Adanın en turistik plajı Vatera plajıysa adanın en uzun kumsalına sahip,
maalesef biz oraya da biraz geç bir saatte gitmiştik, dolayısıyla oranın da
tadını çıkaramadık, ama gitmenizi mutlaka tavsiye ediyorum, bütün adada o
sahildeki en büyük beach club Club Arena’nın reklamı vardı.
|
Tatari'de bir duvar sivrisinekten sonra en çok karşılaştığımız varlık olan (hepsi de tabağımızda!) ahtapotla bezenmiş. |
|
Gitme vakti yaklaşınca biz! |
Bir seyahatte en zevk aldığımız şeylerden biri yerel halkın içine karışmak, onların alışveriş ettiği yerlerden alışveriş etmek, bunun bildiğim en kestirme yolu, kaldığınız
yeri doğru seçmek.
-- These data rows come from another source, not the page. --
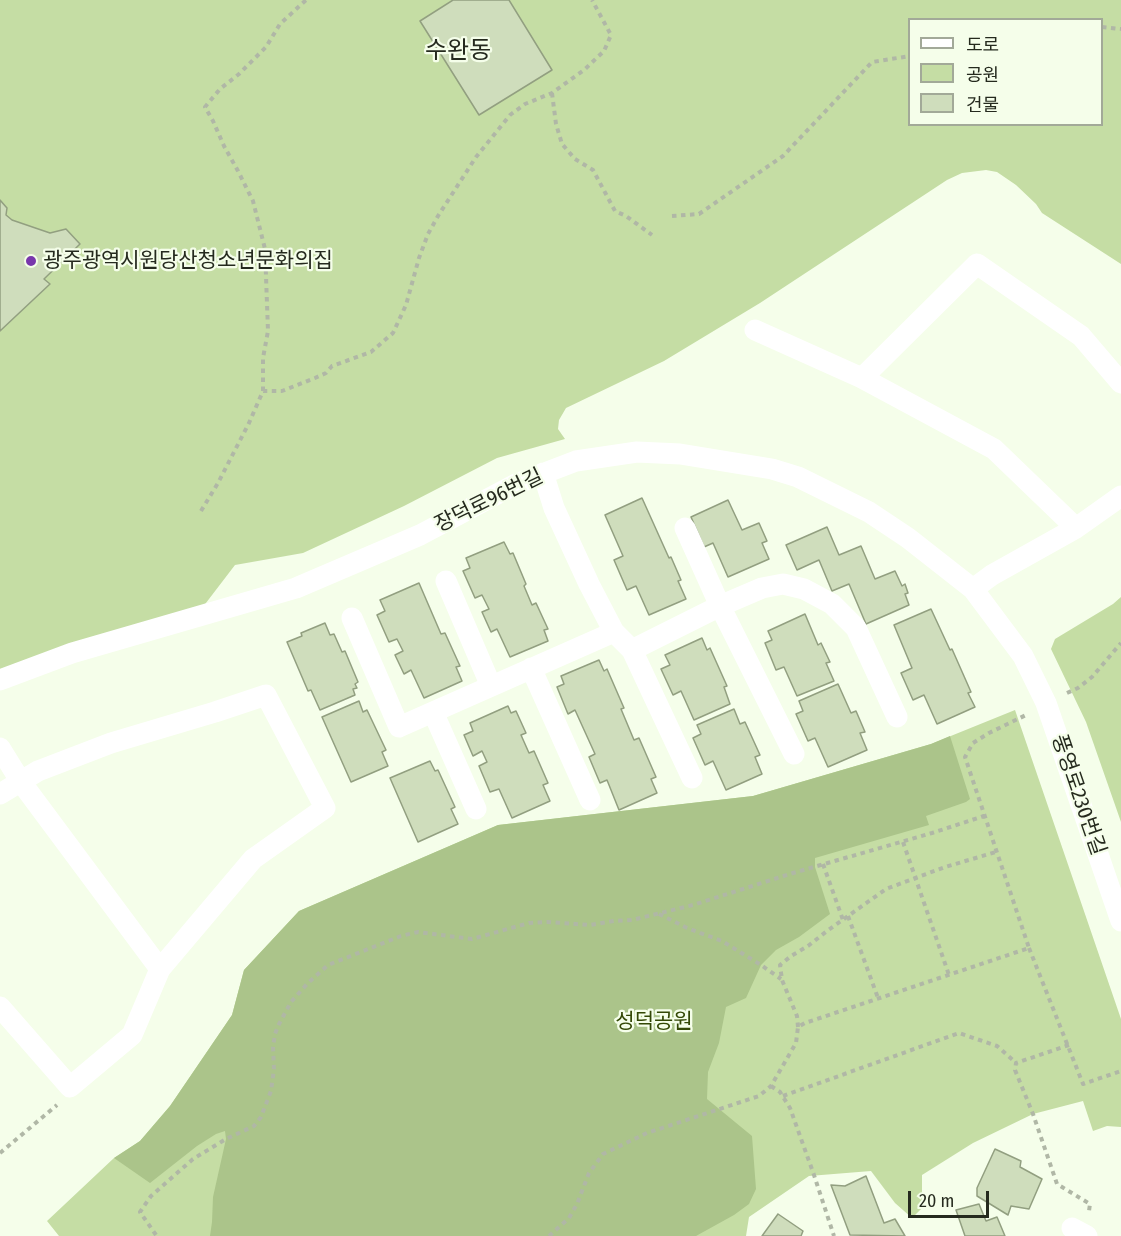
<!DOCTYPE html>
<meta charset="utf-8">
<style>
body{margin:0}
#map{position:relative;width:1121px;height:1236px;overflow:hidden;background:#f5feea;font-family:"Fira Sans Condensed","Noto Sans KR",sans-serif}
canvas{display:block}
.legend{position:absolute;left:908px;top:18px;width:195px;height:108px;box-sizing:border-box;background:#f5feea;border:2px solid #a2a998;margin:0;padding:8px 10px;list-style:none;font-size:18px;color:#252a1e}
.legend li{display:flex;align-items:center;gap:12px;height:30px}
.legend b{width:30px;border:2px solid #a2a998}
.scale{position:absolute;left:908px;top:1191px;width:81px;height:27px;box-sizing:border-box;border:3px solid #252a1e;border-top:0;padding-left:8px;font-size:18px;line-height:21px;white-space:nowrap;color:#252a1e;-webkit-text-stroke:4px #f5feea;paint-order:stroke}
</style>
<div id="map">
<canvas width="1121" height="1236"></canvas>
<ul class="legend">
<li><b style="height:8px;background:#fff"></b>도로</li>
<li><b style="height:16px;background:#c5dda4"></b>공원</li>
<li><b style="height:16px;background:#cfddbc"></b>건물</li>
</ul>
<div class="scale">20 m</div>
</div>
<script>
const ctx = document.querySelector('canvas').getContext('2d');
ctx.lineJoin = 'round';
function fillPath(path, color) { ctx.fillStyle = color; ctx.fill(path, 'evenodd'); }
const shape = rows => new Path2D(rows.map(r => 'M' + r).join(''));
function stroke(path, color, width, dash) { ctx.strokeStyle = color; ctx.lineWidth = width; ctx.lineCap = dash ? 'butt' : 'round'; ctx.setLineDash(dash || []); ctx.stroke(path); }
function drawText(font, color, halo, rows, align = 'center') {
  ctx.font = font + ' "Fira Sans Condensed","Noto Sans KR",sans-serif'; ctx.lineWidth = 4.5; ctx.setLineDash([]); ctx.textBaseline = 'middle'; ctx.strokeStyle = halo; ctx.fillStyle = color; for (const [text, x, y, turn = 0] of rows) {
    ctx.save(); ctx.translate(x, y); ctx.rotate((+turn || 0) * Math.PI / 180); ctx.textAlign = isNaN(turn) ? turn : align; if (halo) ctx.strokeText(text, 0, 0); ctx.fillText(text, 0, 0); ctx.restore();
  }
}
const green = shape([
 [0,0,1121,0,1121,264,1042,213,1036,204,1016,185,997,172,986,170,962,173,947,180,760,303,664,361,566,408,559,420,558,429,565,439,497,458,404,506,303,553,235,565,196,616,0,682],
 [910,20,1102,20,1102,124,910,124],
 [1121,597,1121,822,1086,722,1051,649,1055,639,1113,604],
 [1015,710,1121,1019,1121,1127,1107,1126,1093,1131,1083,1101,1033,1114,973,1143,922,1175,922,1208,912,1218,895,1203,871,1171,809,1176,749,1217,746,1236,59,1236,47,1221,114,1158,140,1141,170,1106,232,1015,244,970,299,911,498,825,753,796,931,744]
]);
const forest = shape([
 [950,736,970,799,966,802,926,816,929,825,815,858,815,867,830,914,799,937,776,950,761,965,746,998,726,1007,719,1043,708,1072,707,1099,752,1136,756,1189,749,1204,734,1215,696,1236,210,1236,212,1222,213,1197,226,1139,225,1131,216,1134,197,1146,150,1183,114,1158,140,1141,170,1106,232,1015,244,970,299,911,498,825,753,796,931,744]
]);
const building = shape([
 [453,0,509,0,552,70,479,115,420,21,453,0],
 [0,200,7,208,6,215,12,220,50,233,66,229,80,244,44,279,50,284,0,331,0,200],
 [642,498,669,558,671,557,681,580,678,581,686,599,649,615,636,586,627,590,614,560,623,556,605,515,642,498],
 [728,500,742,530,759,523,767,541,762,543,769,559,728,577,713,543,704,547,691,517,728,500],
 [827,527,839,555,861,546,875,579,895,571,902,586,905,584,908,593,905,594,909,605,866,624,849,584,832,591,819,560,797,570,786,545,827,527],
 [504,542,510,554,513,553,526,584,524,586,532,605,536,603,548,629,544,630,548,641,510,657,497,629,491,632,482,612,489,609,482,595,475,598,463,571,470,568,466,558,504,542],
 [419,583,441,634,445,633,460,666,456,667,462,681,424,698,411,670,404,674,395,655,403,651,397,639,389,642,377,615,385,611,380,600,419,583],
 [931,609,950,650,952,649,971,692,968,693,975,707,937,724,924,695,913,700,901,673,912,668,894,625,931,609],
 [805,614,818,645,821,643,830,662,826,663,834,681,797,696,784,667,776,670,765,643,772,640,768,631,805,614],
 [325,623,330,635,334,634,342,652,345,651,358,682,355,684,357,688,353,689,355,695,320,710,311,690,308,691,287,642,302,636,301,633,325,623],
 [702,638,707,650,710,648,727,686,724,687,730,704,694,720,681,691,673,695,661,669,670,665,665,655,702,638],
 [599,660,604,671,607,669,624,708,621,709,634,740,639,738,656,777,651,779,657,793,619,810,607,780,600,783,589,757,595,754,575,710,568,714,557,687,564,684,561,676,599,660],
 [838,684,851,713,856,711,865,732,860,733,867,750,828,767,815,738,808,741,796,714,803,711,799,701,838,684],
 [359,701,363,712,367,710,386,750,382,752,388,766,351,782,322,717,359,701],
 [508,706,511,713,516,711,526,733,521,735,529,753,534,751,548,783,543,785,550,801,512,818,499,789,490,792,479,766,487,762,482,751,473,756,464,735,473,731,470,723,508,706],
 [734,709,740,724,745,722,760,755,755,757,762,774,726,790,713,761,705,765,693,738,701,734,697,725,734,709],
 [430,761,435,771,438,770,455,807,451,809,458,824,418,842,390,778,430,761],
 [995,1149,1021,1161,1020,1167,1042,1179,1029,1209,1011,1206,1008,1215,977,1196,977,1188,995,1149],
 [866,1176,884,1223,895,1219,905,1236,850,1235,831,1185,845,1186,866,1176],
 [979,1204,986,1221,997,1217,1005,1236,965,1236,956,1210,979,1204],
 [778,1214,803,1231,801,1236,762,1236,778,1214]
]);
const path = shape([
 [1102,27,1121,29],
 [552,93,556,124,562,144,575,159,593,170,615,211,626,216,652,235],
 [672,216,699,214,783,156,872,62,910,56],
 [263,391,263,358,268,331,265,249,253,201,238,171,224,146,213,121,205,107,220,89,239,74,266,47,280,24,306,0],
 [201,511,218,483,249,423,263,391,282,391,315,378,326,373,332,366,371,352,393,333,406,305,419,258,428,234,438,216,476,157,510,115,525,104,552,93,584,70,604,51,611,35,592,0],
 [1067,693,1078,688,1092,677,1121,643],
 [903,842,949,975],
 [823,864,843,920],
 [659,914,687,928,722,941,761,965,781,979],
 [848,916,878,998],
 [1029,948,1083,1084,1121,1071],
 [798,1027,797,1016,782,980,780,965,791,956,808,946,827,931,886,889,945,867,996,852],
 [1069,1045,1016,1063,1015,1070,1033,1114,1057,1184,1090,1204,1089,1211],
 [771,1086,780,1092,790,1108,814,1175,834,1236],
 [783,1096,959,1033,997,1046,1016,1063],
 [0,1153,57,1105],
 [156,1235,140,1212,151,1196,193,1159,226,1139,254,1126,261,1117,271,1091,274,1069,273,1047,275,1034,279,1024,291,1002,307,984,328,965,401,936,418,932,472,939,529,923,548,922,590,925,614,921,632,920,693,905,793,873,932,833,984,816],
 [549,1236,569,1218,577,1204,589,1173,603,1154,647,1133,759,1096,771,1086,796,1043,798,1027,805,1023,1029,948,965,757,973,743,989,733,1026,715]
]);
const street = shape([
 [755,330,862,378],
 [543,473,554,508,589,584,614,632,632,650,692,778],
 [685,528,720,606,794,754],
 [1076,528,994,449,862,378,977,264,1081,336,1121,383],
 [446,581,491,686],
 [973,589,992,575,1076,528,1121,496],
 [352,618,399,727,614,632],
 [632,650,720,606,762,588,783,584,804,589,832,604,856,628,897,717],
 [531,668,590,800],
 [0,680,72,653,296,588,420,535,516,484,576,461,637,452,680,454,772,469,798,477,869,512,908,538,973,589,1023,656,1046,703,1121,921],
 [433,712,476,809],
 [0,748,21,782,160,969],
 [0,794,38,771,111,743,215,712,266,695,325,808,253,859,160,969,132,1035,70,1087,0,1007],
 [1072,1228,1087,1236]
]);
const markers = [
 [31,261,6,"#7937ac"]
];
const poiNames = [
 ["광주광역시원당산청소년문화의집",43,261]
];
const streetNames = [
 ["장덕로96번길",489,501,-26],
 ["풍영로230번길",1078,795,71]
];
const parkNames = [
 ["성덕공원",654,1022]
];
const quarterNames = [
 ["수완동",458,51]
];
fillPath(green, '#c5dda4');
fillPath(forest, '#abc48a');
fillPath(building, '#cfddbc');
stroke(building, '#929f80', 1.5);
stroke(path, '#b0b7a6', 4, [4.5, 4.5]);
stroke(street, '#fff', 21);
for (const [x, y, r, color] of markers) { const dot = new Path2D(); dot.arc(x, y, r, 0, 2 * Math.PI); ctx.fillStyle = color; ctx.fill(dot); stroke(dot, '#f5feea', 2); }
drawText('21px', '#252a1e', '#f5feea', poiNames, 'left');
drawText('21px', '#252a1e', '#f5feea', streetNames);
drawText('21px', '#334805', '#f5feea', parkNames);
drawText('24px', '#252a1e', '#f5feea', quarterNames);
</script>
Biz Gera körfezinin orada, zeytin bahçelerinin arasında
(adada tüm Ege Bölgesinden fazla zeytin ağacı olduğunu duyduk) Elianas Tis
Geras diye taş evlere sahip bir apart otelde kaldık, tüm adayı istila etmiş
sivrisinekler burada da kaldığımız odayı mesken tutmuştu, sivrisineklerle konvansiyonel
yollarla (elle öldürme) baş
edemeyeceğimizi anlayınca zirai mücadeleye giriştik, bu da odayı biraz
kirletmemizle ve odayı çok kısıtlı biçimde havalandırmamızla sonuçlandı ama… en
azından rahat uyuduk. Otelin bulunduğu Perama – ki bundan sonra buraya
müsaadenizle köy bile değil mezra diyeceğim- kahvede yaşlılarının pineklediği,
sokağında seyyar satıcıların kamyonetle kiraz sattığı, bakkalından veresiyeyle
alış veriş yapıldığı bir yer… Yine de o kahveden işaret diliyle eşe dosta ve kendime kahve
aldığım için mutluyum, böylece ada seyahatimdeki onca güzel anıdan, güneş
yanıklarından, geceleri pırıl pırıl parlayan yıldızlardan, kumsala ayağım
yandığı için yan yan basmalarımdan, koca sesimle güldüğüm selfielerimden ayrı
olarak, gözümün önünde çekilmiş kahvenin damağımda bıraktığı tuhaf aromatik tat
da, bir süre bana bu iftar ertesilerinde eşlik edecek. Zaten Egenin iki
yakasını aynı kahveye iki milletin de kendi ismini vermesinden daha iyi
açıklayan bir mesel de yok. Bu alışkanlığı dolaylı yoldan bana kazandırıp bu yazının
varlığından bile haberi olmayacak şahsa da, buradan selam olsun ayrıca, hatırı
kalmasın.
|
Gera's Olive Garden Manzarası, aah zeytin ağaçları! |
|
Gün doğarken ve gün batarken yol gitmek... |
|
Petradan sahil manzarası, bu Ayanosa da benzetilen manastırın tepesinden çekildi |
|
Bu yazıda yok: Kaldığımız otelde bir Arnavutköy kartpostalına denk gelmek... İstanbul beni bırakmıyor!